Work to complete = Starting at the top of the listing below, copy each line exactly, stopping after the line that contains "position:absolute; right:18px; top:18px;".
◆ ◆ ◆ ◆ ◆
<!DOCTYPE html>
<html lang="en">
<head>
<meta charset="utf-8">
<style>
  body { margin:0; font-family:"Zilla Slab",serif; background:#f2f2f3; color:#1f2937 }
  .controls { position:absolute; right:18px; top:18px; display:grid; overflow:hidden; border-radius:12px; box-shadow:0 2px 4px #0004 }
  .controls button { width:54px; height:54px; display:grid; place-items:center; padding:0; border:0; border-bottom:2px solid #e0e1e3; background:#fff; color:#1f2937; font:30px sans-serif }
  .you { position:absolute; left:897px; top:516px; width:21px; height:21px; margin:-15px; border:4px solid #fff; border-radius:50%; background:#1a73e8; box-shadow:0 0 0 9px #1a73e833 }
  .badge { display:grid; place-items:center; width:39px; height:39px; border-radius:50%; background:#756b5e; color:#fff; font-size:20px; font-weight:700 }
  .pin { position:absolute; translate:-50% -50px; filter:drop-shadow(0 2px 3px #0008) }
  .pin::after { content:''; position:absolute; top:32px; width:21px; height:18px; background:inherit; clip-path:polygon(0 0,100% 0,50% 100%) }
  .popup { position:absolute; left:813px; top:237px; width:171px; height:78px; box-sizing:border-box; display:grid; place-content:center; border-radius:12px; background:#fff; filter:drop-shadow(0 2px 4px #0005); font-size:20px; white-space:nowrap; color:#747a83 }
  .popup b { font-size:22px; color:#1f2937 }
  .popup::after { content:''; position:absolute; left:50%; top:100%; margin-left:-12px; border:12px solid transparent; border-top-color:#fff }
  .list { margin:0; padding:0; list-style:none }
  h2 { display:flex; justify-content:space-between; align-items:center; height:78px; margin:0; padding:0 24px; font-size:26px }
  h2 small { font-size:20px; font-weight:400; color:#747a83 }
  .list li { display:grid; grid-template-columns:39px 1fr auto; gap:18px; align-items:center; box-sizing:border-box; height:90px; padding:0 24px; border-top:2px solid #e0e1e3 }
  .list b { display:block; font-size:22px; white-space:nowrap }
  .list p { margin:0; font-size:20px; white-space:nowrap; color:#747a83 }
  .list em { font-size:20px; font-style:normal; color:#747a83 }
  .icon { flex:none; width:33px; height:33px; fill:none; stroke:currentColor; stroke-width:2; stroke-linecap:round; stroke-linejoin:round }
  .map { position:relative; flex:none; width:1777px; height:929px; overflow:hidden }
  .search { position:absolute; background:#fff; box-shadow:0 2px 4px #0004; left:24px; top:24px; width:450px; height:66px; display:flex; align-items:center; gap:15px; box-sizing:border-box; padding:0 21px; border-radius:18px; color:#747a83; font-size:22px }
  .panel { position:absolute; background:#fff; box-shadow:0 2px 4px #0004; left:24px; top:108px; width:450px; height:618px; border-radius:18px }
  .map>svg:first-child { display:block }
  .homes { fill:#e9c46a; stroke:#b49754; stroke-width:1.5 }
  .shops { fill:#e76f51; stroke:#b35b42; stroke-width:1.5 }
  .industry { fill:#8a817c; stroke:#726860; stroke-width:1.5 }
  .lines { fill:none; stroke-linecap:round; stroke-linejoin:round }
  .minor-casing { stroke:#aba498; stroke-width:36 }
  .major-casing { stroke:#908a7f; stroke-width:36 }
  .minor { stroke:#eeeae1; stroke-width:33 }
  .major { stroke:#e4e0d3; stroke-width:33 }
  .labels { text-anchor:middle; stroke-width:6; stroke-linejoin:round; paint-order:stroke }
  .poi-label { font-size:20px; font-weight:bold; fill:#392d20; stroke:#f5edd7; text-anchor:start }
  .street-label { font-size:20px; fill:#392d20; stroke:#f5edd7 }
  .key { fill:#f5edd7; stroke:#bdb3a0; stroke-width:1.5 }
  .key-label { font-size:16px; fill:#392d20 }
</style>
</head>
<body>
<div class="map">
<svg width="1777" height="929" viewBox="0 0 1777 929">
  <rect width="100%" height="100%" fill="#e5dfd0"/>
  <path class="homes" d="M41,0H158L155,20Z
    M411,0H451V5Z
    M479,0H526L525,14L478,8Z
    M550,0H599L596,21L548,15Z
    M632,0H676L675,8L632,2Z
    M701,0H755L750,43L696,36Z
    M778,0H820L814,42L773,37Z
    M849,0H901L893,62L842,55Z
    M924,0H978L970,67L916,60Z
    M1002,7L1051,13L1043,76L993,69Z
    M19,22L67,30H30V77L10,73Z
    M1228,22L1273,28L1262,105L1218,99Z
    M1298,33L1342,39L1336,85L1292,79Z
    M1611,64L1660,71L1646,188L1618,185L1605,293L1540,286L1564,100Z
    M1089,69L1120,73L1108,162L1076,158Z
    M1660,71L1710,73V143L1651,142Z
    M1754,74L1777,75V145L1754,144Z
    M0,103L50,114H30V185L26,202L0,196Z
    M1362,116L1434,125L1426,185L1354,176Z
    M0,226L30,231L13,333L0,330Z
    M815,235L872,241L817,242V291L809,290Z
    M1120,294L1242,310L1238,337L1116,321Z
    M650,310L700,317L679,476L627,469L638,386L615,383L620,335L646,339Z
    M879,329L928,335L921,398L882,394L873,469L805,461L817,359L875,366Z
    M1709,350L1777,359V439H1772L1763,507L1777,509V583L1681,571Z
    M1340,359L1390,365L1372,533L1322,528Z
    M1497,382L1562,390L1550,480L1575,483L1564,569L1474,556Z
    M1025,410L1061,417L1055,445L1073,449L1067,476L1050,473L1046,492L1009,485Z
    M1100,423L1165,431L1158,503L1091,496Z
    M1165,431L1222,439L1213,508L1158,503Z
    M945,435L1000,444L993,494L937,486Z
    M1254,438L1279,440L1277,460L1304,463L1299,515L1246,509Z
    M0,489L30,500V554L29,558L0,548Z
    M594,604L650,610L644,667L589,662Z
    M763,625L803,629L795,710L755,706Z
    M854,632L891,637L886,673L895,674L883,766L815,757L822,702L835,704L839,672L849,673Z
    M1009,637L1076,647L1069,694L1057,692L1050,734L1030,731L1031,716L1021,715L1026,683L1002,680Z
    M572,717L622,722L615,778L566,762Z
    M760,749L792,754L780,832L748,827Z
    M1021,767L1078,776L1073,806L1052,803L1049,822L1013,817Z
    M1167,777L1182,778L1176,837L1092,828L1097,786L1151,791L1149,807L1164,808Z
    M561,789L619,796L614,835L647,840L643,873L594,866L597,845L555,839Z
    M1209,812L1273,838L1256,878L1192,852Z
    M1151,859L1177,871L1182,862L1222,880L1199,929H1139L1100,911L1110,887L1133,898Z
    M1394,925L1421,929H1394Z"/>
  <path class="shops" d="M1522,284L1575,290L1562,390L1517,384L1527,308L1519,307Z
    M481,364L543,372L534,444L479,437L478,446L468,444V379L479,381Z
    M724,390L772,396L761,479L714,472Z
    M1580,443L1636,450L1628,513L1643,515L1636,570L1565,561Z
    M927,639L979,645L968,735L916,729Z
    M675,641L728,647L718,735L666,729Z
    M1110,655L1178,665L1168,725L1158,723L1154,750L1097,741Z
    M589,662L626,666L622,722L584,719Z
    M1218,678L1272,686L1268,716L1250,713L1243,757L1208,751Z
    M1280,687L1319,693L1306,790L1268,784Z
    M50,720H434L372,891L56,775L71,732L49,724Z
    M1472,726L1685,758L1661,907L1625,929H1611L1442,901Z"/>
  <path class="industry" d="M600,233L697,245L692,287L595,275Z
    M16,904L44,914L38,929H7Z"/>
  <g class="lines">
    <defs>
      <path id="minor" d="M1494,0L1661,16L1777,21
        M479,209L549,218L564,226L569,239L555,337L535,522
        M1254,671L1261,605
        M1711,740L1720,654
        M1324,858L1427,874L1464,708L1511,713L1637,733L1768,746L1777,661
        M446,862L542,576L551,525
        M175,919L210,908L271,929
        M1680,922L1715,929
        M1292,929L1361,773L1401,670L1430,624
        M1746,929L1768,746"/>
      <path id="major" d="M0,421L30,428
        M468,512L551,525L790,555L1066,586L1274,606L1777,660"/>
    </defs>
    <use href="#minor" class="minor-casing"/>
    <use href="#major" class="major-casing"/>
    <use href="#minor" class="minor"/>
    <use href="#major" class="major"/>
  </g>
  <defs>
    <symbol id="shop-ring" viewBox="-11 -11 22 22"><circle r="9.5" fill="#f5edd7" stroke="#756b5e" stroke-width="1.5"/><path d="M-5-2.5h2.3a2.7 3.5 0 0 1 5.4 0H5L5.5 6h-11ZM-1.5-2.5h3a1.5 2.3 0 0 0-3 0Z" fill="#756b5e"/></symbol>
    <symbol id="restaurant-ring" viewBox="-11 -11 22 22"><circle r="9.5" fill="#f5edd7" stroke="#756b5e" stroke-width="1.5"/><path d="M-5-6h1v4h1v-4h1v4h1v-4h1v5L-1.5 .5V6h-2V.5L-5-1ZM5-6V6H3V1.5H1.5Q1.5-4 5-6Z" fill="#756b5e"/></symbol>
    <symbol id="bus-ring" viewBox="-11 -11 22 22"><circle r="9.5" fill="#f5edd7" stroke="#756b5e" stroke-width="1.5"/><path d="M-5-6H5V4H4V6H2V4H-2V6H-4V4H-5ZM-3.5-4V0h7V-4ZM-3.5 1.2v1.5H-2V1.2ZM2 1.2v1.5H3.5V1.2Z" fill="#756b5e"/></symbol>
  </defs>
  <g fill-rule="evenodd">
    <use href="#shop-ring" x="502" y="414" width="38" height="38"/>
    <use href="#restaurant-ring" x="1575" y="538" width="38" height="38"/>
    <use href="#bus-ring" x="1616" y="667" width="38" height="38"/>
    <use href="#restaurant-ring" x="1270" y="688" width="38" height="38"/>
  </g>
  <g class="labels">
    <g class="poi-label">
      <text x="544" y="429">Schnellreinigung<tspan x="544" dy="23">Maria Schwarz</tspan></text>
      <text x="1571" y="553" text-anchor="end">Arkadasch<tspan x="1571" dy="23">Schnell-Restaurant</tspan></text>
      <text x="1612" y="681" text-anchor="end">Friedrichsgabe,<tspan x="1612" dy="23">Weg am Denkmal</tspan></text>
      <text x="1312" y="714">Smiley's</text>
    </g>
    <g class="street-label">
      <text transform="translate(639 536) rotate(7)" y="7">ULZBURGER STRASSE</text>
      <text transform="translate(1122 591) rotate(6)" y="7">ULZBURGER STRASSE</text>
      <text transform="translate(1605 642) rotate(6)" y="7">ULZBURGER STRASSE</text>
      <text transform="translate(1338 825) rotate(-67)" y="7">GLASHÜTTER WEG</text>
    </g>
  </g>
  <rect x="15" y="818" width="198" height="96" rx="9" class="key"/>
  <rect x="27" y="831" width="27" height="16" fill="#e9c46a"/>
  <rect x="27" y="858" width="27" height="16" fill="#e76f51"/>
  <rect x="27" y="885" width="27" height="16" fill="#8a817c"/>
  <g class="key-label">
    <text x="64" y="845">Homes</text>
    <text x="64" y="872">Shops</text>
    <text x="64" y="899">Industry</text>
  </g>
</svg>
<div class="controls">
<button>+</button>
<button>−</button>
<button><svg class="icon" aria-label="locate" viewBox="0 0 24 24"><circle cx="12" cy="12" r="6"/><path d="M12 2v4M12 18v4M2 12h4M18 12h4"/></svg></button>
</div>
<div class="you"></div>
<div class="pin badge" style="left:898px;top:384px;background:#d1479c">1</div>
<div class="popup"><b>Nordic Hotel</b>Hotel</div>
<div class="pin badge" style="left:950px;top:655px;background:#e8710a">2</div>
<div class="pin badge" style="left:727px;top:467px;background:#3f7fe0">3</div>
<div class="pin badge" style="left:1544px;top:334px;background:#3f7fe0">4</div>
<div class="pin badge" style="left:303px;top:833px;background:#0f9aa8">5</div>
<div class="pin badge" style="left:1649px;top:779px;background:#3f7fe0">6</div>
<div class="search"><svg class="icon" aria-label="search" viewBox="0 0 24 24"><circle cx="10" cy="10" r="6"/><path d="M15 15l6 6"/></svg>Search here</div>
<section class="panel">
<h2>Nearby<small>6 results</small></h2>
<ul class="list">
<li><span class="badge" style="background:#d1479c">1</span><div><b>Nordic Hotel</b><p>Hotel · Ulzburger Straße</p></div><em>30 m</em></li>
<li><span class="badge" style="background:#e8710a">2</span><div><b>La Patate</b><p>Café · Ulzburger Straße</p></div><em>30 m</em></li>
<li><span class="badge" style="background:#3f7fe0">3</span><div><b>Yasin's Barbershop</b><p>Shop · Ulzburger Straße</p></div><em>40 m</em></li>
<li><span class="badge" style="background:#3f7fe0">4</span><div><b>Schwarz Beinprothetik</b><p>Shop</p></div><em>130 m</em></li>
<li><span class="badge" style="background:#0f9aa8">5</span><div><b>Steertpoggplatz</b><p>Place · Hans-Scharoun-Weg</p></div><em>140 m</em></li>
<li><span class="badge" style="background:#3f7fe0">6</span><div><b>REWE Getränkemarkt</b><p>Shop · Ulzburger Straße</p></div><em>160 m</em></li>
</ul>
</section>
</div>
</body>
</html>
◆ ◆ ◆ ◆ ◆
Task answer =
<!DOCTYPE html>
<html lang="en">
<head>
<meta charset="utf-8">
<style>
  body { margin:0; font-family:"Zilla Slab",serif; background:#f2f2f3; color:#1f2937 }
  .controls { position:absolute; right:18px; top:18px; display:grid; overflow:hidden; border-radius:12px; box-shadow:0 2px 4px #0004 }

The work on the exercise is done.